[[ Data to process, beginning ]]

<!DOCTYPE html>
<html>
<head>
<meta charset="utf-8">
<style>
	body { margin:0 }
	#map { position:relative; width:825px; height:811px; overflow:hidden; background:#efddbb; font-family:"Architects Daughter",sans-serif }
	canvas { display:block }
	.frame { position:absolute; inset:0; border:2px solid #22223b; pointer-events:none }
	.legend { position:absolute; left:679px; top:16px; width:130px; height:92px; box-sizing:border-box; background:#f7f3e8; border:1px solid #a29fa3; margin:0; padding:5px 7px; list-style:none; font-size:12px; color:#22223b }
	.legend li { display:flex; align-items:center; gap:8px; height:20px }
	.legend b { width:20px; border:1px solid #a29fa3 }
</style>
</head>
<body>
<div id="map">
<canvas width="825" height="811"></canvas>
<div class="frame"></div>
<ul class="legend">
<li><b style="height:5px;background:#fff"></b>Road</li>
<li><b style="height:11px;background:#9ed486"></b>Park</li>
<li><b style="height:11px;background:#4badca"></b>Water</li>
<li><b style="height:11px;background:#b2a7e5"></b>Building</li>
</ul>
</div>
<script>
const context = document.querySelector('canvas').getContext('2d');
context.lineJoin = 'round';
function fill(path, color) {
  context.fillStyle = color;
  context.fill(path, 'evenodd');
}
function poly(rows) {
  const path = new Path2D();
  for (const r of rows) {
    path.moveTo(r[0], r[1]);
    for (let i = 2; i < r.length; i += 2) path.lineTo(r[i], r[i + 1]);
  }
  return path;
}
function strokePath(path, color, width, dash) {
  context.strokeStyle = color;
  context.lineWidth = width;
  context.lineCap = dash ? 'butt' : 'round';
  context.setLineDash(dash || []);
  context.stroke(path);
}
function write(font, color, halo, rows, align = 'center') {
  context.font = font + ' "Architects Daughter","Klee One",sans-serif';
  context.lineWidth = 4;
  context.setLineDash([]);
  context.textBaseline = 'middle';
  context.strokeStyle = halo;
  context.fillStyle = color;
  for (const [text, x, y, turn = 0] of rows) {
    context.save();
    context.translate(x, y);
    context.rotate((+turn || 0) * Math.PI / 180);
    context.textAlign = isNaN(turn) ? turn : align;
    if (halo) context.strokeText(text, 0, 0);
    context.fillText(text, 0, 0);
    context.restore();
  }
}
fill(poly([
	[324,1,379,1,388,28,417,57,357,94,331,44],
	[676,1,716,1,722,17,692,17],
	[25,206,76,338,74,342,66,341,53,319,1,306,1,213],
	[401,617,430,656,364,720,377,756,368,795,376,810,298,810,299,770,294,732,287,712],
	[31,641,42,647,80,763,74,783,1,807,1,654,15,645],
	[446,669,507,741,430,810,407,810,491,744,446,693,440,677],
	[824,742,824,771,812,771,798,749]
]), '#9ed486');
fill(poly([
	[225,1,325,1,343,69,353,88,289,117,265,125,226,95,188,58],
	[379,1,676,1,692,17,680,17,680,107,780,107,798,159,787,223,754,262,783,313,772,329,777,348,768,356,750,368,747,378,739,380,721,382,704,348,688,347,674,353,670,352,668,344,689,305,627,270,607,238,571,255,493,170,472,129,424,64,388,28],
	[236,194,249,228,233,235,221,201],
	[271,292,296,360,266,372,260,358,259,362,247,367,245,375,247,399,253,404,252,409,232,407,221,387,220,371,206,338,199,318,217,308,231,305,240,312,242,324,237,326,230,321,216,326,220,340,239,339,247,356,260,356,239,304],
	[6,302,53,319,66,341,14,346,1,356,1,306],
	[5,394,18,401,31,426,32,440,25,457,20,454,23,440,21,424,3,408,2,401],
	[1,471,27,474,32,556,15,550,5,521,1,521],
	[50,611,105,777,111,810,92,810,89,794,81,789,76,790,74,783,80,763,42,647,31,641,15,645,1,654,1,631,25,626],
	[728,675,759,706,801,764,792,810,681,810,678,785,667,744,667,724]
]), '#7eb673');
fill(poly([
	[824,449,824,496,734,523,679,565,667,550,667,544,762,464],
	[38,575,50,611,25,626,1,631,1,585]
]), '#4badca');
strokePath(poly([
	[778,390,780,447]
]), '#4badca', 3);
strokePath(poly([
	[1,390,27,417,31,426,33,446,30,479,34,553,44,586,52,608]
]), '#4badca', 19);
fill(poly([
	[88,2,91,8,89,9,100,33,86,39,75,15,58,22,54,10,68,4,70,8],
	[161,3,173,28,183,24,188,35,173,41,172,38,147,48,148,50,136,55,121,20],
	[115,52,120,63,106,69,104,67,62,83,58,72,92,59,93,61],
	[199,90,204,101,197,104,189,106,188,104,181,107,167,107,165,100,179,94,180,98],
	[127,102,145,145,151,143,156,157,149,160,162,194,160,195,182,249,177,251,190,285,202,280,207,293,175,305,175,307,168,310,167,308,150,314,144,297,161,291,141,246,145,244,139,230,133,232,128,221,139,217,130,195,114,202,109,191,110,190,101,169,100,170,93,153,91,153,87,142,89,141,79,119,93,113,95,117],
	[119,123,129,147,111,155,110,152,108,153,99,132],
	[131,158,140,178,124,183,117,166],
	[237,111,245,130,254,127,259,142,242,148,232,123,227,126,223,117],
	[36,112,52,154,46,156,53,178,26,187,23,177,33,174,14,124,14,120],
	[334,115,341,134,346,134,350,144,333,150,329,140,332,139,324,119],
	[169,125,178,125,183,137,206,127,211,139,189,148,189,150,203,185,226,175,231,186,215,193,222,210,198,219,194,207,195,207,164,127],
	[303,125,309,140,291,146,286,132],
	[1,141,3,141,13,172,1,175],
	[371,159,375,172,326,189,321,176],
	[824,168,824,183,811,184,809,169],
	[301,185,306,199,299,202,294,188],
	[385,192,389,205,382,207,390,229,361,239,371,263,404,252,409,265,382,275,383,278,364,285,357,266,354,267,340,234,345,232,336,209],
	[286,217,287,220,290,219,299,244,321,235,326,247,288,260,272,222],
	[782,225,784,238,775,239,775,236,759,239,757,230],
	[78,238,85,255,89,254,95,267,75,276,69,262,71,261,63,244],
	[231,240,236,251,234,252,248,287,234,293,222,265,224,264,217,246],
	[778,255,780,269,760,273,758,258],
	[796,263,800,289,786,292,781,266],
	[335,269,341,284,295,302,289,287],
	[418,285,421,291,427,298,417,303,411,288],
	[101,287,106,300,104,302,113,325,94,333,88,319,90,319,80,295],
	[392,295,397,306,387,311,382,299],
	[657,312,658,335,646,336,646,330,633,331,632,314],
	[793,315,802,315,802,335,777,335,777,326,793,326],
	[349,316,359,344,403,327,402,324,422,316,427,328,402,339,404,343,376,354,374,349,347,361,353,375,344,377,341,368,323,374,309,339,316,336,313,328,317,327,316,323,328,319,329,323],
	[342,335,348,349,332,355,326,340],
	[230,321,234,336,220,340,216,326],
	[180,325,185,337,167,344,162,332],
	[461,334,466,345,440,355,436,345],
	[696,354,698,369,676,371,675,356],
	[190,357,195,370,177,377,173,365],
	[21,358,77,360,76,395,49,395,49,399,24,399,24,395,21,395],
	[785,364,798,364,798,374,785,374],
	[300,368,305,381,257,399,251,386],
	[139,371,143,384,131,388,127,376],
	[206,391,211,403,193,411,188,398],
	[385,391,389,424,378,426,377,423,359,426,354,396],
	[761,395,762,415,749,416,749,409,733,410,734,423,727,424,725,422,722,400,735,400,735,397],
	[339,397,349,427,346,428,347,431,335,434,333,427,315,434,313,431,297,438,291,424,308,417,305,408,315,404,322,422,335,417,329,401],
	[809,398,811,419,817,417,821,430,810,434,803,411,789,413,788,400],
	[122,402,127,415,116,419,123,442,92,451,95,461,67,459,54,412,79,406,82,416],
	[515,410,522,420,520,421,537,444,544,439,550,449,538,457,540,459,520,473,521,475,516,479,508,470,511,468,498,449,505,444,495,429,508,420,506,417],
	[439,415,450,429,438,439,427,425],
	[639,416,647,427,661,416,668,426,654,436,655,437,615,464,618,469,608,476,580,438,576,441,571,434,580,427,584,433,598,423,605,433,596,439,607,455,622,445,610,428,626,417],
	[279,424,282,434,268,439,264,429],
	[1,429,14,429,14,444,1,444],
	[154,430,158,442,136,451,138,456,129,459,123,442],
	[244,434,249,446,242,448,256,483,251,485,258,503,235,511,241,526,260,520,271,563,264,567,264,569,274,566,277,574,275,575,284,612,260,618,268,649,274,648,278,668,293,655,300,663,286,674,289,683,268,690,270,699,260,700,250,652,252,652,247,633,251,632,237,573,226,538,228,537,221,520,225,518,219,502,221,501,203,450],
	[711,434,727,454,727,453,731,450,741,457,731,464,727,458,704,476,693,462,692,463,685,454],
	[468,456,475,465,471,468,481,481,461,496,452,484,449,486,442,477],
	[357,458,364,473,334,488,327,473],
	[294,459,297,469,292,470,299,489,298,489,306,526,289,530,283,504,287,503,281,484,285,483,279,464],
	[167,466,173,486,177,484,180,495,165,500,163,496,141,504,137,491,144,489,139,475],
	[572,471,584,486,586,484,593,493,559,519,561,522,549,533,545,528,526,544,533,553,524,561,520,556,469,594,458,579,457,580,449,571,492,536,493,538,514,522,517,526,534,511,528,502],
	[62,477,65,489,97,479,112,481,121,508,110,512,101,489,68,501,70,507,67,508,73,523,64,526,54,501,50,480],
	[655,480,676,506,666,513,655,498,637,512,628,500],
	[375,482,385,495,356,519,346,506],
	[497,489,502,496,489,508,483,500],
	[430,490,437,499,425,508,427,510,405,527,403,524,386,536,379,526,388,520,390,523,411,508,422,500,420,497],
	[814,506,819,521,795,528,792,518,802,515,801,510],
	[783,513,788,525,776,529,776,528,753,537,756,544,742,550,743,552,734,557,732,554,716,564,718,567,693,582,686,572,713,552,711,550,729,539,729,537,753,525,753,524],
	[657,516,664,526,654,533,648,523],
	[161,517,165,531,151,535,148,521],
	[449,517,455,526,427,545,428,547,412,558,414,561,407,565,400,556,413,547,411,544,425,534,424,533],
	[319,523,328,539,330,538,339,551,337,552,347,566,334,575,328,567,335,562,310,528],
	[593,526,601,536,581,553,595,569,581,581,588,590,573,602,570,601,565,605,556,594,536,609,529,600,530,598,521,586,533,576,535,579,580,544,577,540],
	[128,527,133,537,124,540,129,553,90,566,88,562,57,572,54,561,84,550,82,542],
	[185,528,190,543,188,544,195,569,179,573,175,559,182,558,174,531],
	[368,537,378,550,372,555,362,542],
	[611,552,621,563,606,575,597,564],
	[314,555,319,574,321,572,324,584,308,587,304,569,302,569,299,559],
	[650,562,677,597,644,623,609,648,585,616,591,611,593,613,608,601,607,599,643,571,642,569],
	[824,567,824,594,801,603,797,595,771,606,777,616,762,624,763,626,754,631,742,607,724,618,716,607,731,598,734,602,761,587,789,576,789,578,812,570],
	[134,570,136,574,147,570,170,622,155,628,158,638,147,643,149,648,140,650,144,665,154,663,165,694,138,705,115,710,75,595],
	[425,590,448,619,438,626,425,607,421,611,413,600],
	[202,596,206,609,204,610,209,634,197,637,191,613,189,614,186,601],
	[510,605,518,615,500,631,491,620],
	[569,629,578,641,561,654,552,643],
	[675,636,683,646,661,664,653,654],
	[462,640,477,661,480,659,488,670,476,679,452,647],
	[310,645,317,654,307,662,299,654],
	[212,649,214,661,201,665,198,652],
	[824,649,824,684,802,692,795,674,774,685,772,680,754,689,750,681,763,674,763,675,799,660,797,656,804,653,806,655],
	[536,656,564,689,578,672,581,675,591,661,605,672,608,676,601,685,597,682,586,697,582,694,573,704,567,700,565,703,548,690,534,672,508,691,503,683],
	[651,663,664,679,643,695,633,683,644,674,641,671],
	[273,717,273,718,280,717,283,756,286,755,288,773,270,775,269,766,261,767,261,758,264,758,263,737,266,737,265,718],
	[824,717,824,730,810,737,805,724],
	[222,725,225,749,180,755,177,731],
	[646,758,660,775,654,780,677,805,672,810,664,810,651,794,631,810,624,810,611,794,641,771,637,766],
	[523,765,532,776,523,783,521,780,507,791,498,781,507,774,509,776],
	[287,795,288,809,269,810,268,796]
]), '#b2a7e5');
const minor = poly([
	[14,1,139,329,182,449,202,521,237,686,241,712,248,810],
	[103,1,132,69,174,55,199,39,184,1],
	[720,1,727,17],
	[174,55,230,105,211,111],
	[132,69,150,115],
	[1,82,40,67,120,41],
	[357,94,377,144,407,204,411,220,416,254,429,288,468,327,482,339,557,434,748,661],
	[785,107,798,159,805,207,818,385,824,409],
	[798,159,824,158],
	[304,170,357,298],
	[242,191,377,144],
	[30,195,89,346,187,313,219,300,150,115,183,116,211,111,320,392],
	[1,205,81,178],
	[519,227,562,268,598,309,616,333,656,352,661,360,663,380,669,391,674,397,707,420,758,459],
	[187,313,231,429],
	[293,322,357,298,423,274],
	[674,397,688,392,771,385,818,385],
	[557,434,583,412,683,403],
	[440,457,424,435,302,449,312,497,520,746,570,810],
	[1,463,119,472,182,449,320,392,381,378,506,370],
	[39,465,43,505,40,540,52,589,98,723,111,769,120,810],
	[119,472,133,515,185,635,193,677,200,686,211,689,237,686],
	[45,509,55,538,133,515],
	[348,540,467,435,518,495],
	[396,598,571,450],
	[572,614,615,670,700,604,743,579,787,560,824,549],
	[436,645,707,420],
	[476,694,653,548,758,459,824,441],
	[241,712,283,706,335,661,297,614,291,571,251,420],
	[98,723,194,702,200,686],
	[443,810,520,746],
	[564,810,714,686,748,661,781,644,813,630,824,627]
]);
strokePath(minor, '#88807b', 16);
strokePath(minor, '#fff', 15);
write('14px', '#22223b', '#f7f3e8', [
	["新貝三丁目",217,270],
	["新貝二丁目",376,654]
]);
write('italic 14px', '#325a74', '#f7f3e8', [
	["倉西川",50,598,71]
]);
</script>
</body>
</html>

[[ Data to process, end ]]

What you will do ▸ Report every line of the preceding listing where the string "lineWidth" occurs.

Your solution ▸
  context.lineWidth = width;
  context.lineWidth = 4;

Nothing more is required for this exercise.